Stored items:
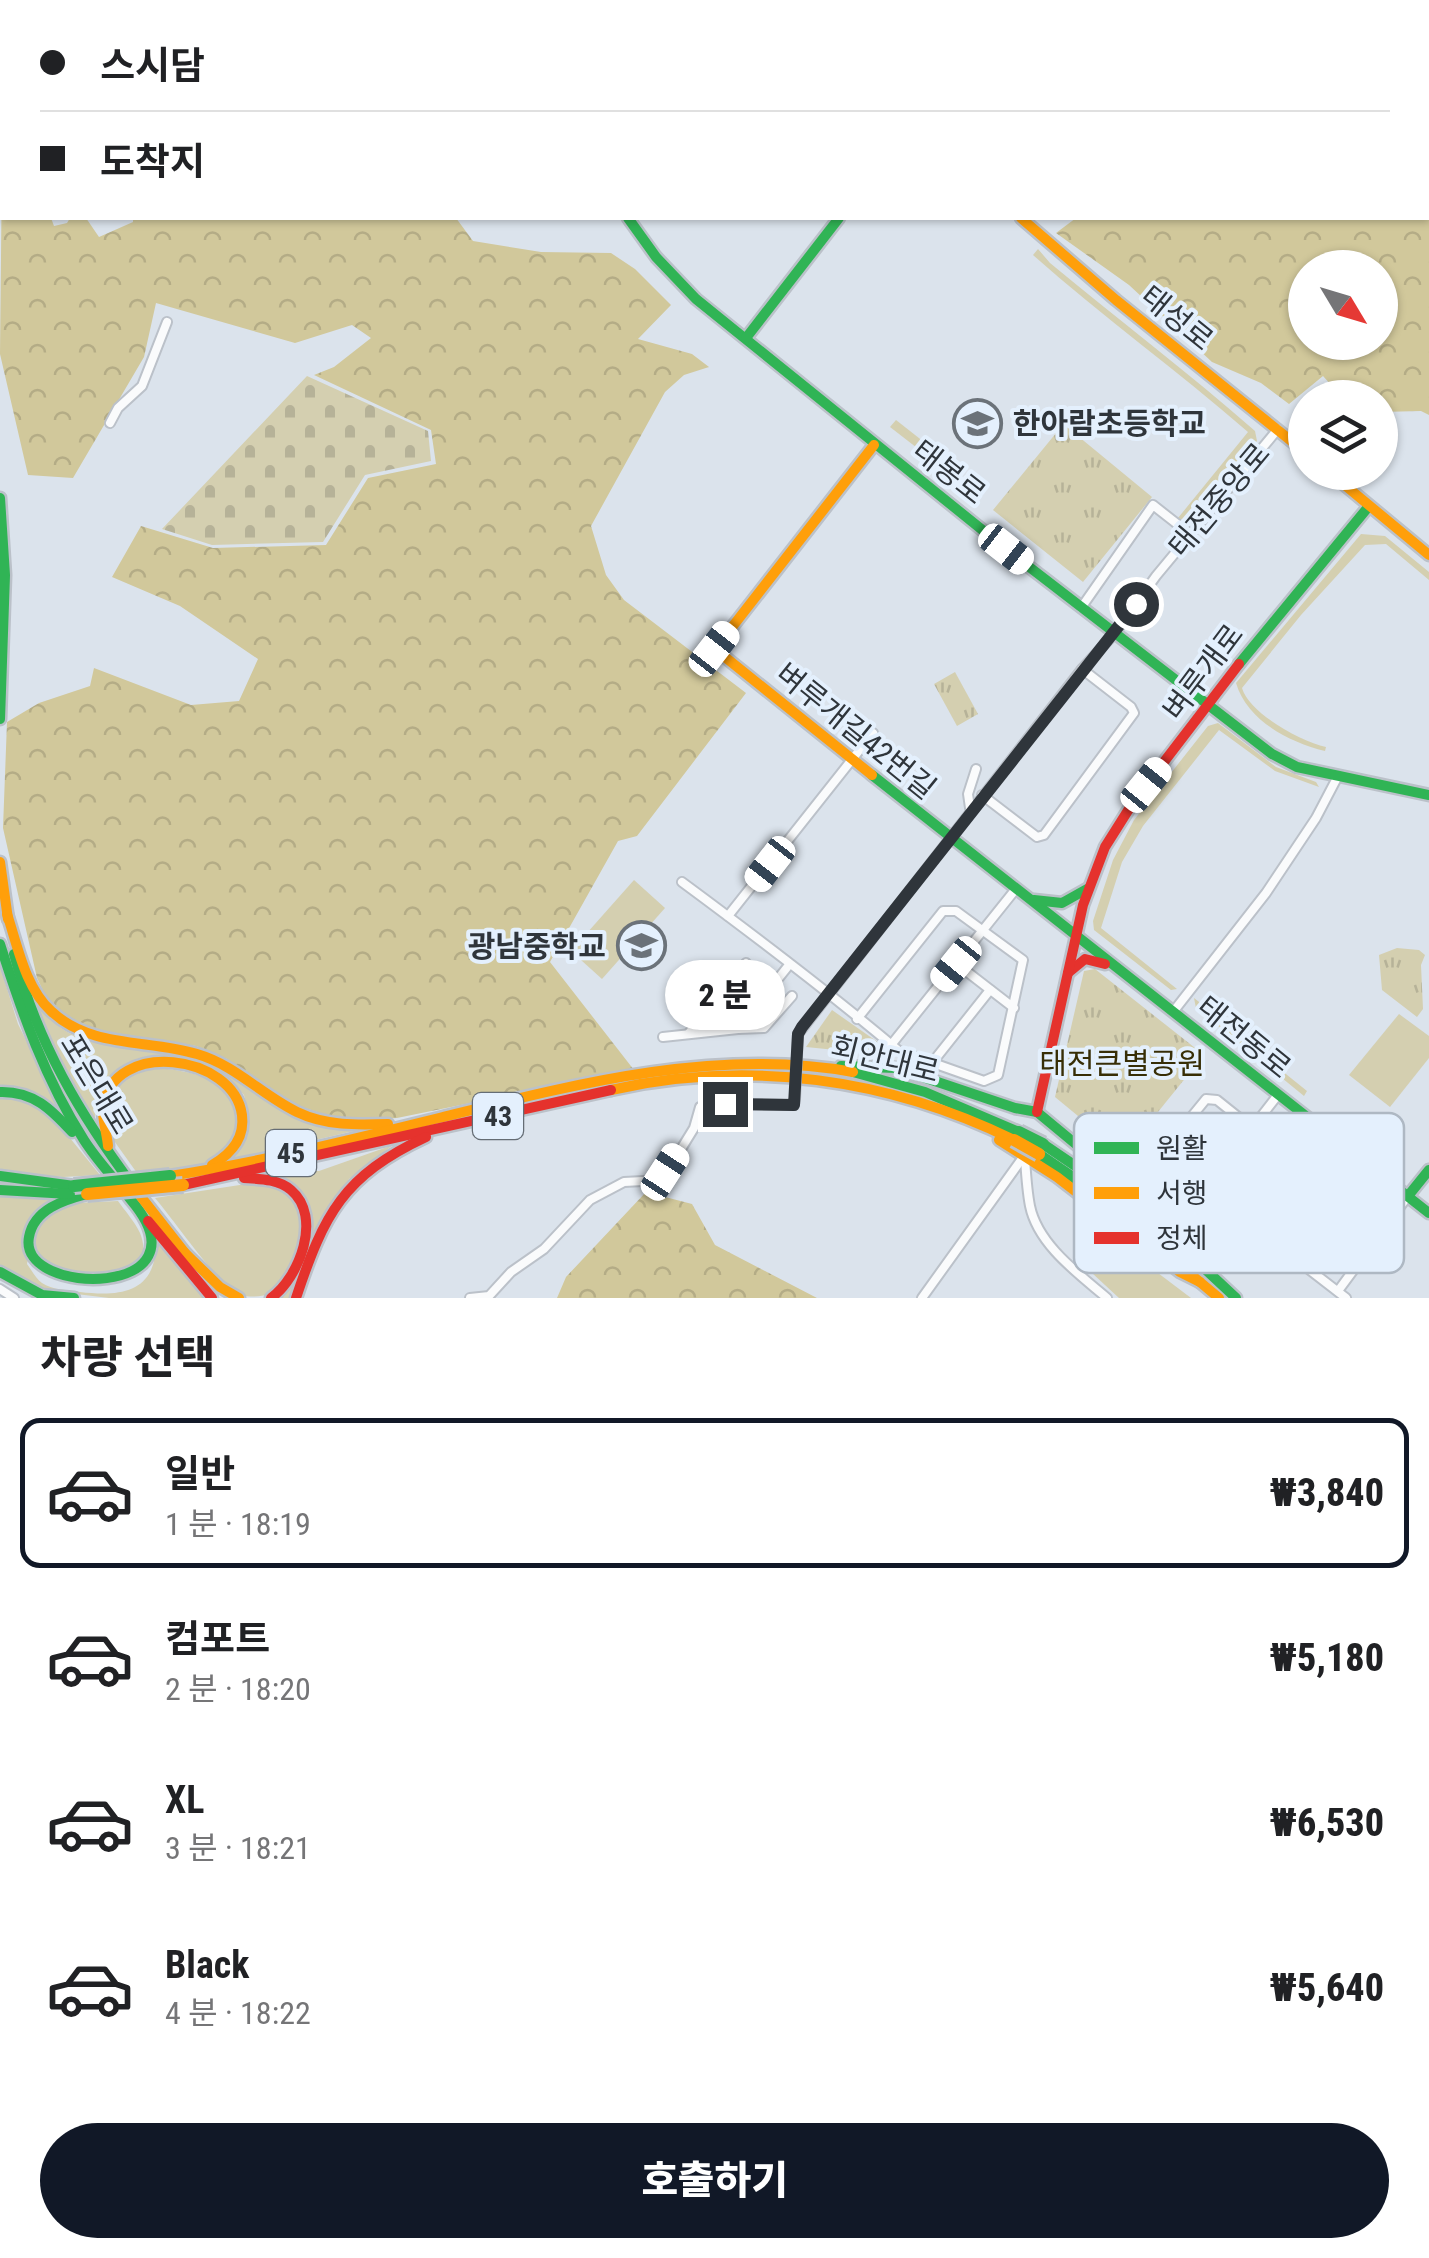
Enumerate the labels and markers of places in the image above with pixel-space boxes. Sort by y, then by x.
school or university icon: 한아람초등학교 [952,397,1004,449]
place label: 한아람초등학교 [1013,406,1206,441]
school or university icon: 광남중학교 [615,920,667,972]
place label: 광남중학교 [468,929,606,964]

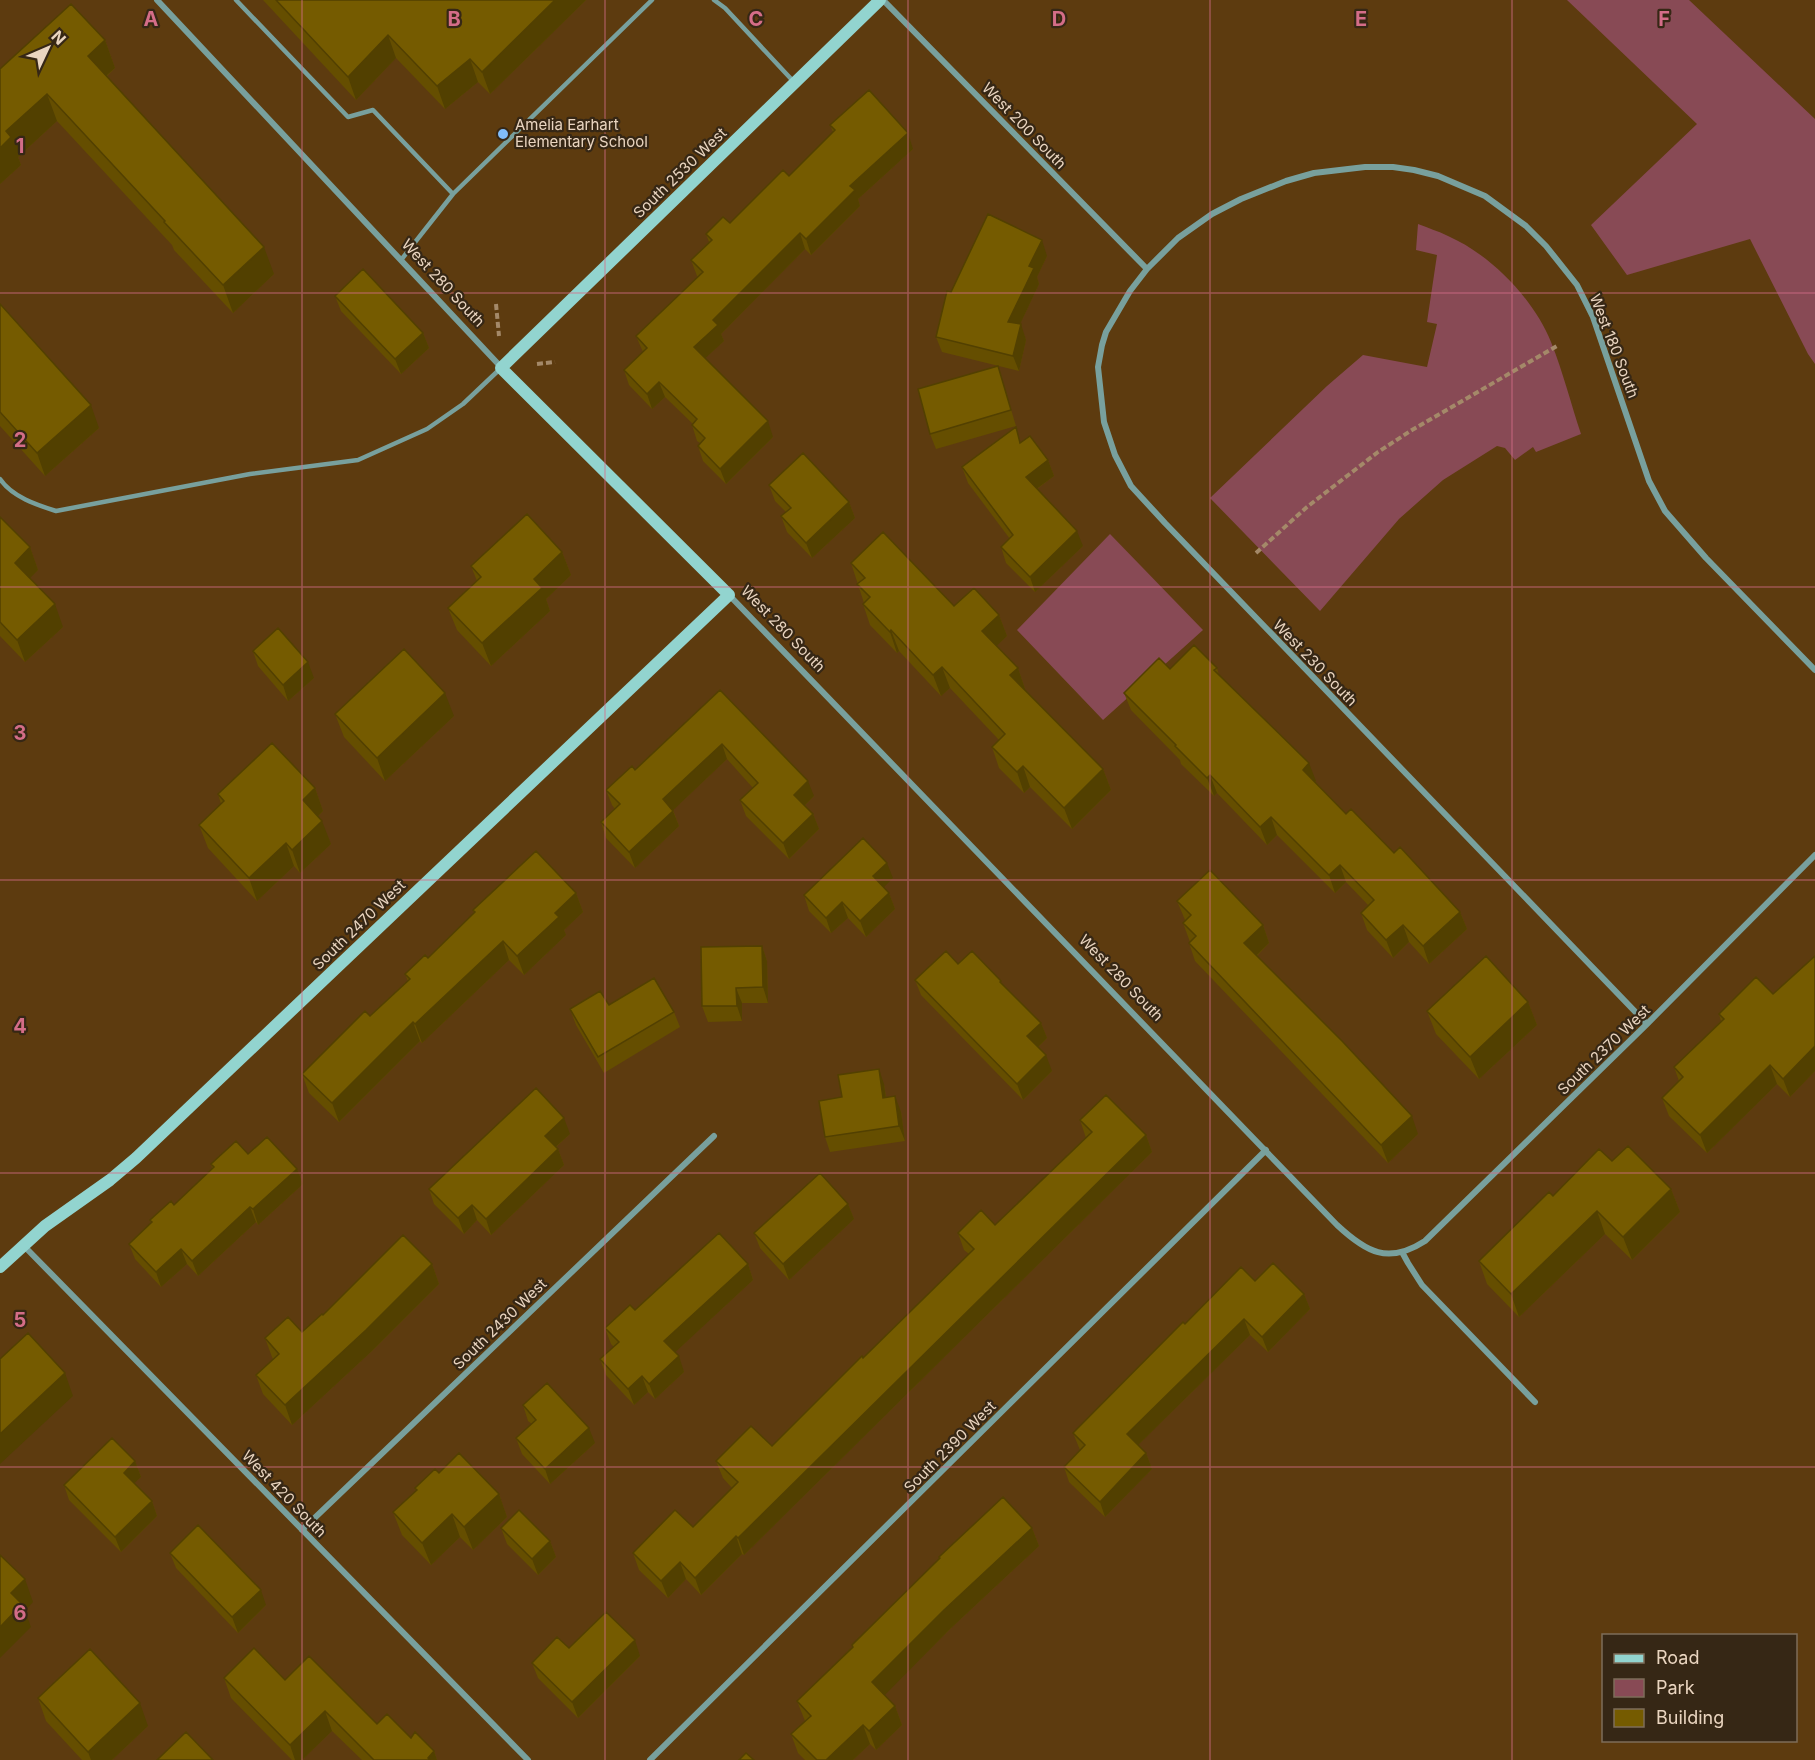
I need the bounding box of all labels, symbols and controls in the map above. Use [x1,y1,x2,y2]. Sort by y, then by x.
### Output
text: A [144,7,159,31]
text: B [447,7,461,31]
text: C [749,7,763,31]
text: D [1052,7,1066,31]
text: E [1355,7,1367,31]
text: F [1658,7,1670,31]
north arrow [18,18,78,78]
text: N [47,26,70,49]
street label: West 200 South [978,78,1071,173]
place label: Amelia Earhart Elementary School [515,115,648,151]
street label: South 2530 West [629,123,730,222]
marker: Amelia Earhart Elementary School [496,127,510,141]
text: 1 [16,134,24,158]
street label: West 280 South [398,235,489,331]
street label: West 180 South [1586,291,1643,401]
text: 2 [14,428,26,452]
street label: West 280 South [737,581,830,676]
street label: West 230 South [1269,615,1362,710]
text: 3 [14,721,26,745]
street label: South 2470 West [308,876,409,974]
street label: West 280 South [1075,930,1168,1025]
street label: South 2370 West [1553,1001,1654,1099]
text: 4 [13,1014,27,1038]
street label: South 2430 West [449,1274,550,1373]
text: 5 [14,1308,26,1332]
street label: South 2390 West [900,1397,1000,1497]
street label: West 420 South [238,1446,331,1541]
text: 6 [14,1601,27,1625]
legend [1602,1634,1797,1742]
text: Road [1656,1647,1699,1668]
text: Park [1656,1677,1695,1698]
text: Building [1656,1707,1724,1728]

→ Aim of the exercise: Exact repetition is the task: every line from the start of the data to the line with "I need the bounding", inclusive, and none after it, pictures omitted.

→ Answer to this problem:
Enumerate the labels and markers of places in the image above with pixel-space boxes. Sort by y, then by x.
school or university icon: 한아람초등학교 [952,397,1004,449]
place label: 한아람초등학교 [1013,406,1206,441]
school or university icon: 광남중학교 [615,920,667,972]
place label: 광남중학교 [468,929,606,964]

I need the bounding box of all labels, symbols and controls in the map above. Use [x1,y1,x2,y2]. Sort by y, then by x.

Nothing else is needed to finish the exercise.